Suit-me with all due respect my wording in my post good have been more clear. I have limited knowlege when it comes to X-over but I am open to learning. I realize there are some speakers that would be diffacult to go active with and could be far to much trouble in the end. But I would think that a good many it would benifit if done properly which at times can be a tiresome task but worth it. The speakers you gave examples of are fine speakers indeed but you didn't give an example of a speaker that you heard in passive and then active and that was my question. I have heard 3 in active but only 1 did i hear it in both modes and that was Magenpan MG IIIa which are very simular to mine and is the reason why I am going to active it has made a very noticeable differance in my friends system. He used to have a set of Dal. DQ 10 in active and as a 5 way speaker I would think not easy to set up as he set it up as a 4 way and sounded pretty good as I used to own a pair of stock ones. I am some what Dollar challenged because of a disability and have a fixed income. Most of my system is older used but desent gear and I am just looking to get the best out of what I have. As I have extra gear (don't we all)my only needed gear was a X-over.For now the ribbon will be kept on passive but upgraded. I will upgrsde my amps when funds allow (tube or class A ss)for the top. But back to the thread as someone else said you don't see x-overs for sale often becuase people just don't part with them. I've been looking for a while for a desent one i could afford. I found the Marchand XM 44 up here in Canada for $ 400.US. I seen your thread on AA resently about going active with a sub. Interesting read, Thanks for your thoughts. benie
>But I would think that a good many it would benifit if done properly which at times can be a tiresome task but worth it. The speakers you gave examples of are fine speakers indeed but you didn't give an example of a speaker that you heard in passive and then active and that was my question

I have heard the Innersounds (and others) with active crossovers which sounded great, although I didn't hear the same speakers passively crossed over. So I cannot answer your question. But I do not wish to hear Vandie 2Ce Sigs actively crossed over, for example, because I don't think it would make sense.

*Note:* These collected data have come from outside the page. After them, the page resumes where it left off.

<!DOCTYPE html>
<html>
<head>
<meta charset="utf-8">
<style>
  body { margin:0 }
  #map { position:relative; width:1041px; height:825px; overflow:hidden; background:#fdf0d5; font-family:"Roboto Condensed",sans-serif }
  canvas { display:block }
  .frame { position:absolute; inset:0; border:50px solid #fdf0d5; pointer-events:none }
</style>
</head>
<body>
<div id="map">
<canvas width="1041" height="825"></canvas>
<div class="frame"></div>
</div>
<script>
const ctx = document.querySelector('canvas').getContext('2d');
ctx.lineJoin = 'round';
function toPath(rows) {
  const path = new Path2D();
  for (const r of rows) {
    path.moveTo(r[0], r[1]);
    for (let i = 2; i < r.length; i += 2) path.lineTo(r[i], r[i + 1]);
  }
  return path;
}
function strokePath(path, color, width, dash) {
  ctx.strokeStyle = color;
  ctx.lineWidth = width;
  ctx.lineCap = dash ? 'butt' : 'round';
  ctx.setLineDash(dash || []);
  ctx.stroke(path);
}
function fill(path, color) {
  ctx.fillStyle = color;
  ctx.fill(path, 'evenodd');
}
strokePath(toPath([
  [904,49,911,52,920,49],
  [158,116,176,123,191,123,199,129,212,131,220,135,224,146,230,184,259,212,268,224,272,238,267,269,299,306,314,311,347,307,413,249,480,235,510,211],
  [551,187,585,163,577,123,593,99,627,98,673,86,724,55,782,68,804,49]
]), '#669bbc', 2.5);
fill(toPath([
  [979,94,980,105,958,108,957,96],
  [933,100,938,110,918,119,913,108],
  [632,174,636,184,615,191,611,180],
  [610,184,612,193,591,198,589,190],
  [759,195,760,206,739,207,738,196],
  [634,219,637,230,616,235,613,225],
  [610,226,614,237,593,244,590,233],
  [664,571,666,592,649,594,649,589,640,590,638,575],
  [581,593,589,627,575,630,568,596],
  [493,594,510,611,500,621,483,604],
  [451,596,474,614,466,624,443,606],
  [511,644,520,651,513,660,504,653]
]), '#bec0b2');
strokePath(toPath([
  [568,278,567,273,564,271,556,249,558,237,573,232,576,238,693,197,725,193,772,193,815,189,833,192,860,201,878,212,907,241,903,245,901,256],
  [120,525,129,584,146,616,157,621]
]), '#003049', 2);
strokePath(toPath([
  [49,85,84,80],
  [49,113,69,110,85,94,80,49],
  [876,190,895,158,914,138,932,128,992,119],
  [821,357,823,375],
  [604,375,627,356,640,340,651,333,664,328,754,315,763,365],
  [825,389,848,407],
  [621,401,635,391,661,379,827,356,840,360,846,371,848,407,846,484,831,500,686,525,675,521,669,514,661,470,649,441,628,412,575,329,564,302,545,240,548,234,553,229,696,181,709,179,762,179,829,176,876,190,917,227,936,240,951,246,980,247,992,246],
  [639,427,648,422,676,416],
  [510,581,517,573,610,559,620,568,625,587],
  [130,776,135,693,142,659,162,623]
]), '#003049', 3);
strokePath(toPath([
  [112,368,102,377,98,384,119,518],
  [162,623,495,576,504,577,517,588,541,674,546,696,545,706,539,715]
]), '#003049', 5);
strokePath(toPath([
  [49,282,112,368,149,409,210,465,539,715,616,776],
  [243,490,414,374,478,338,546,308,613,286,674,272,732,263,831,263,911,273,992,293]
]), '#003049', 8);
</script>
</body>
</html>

I did not say that active crossovers don't have advantages, if I remember earlier posts of mine correctly without re-reading. I said they are not more popular because active crossovers can be all wrong for a given design or for a given price point. (My opinion would be different for active crossovers used for subs, because passive crossovers are much harder to implement well at low frequencies for a lot of reasons, and there's no baffle step compensation at 50 hz, and so on.)

This is why I asked what speakers you heard in both modes. Enjoy your Maggies!
Less Is More! but i want a berhinger digital crossover for my speaker/sub projects. Although once i find the right "parameters", i'll take out the digital box and replace with a cap/resistor.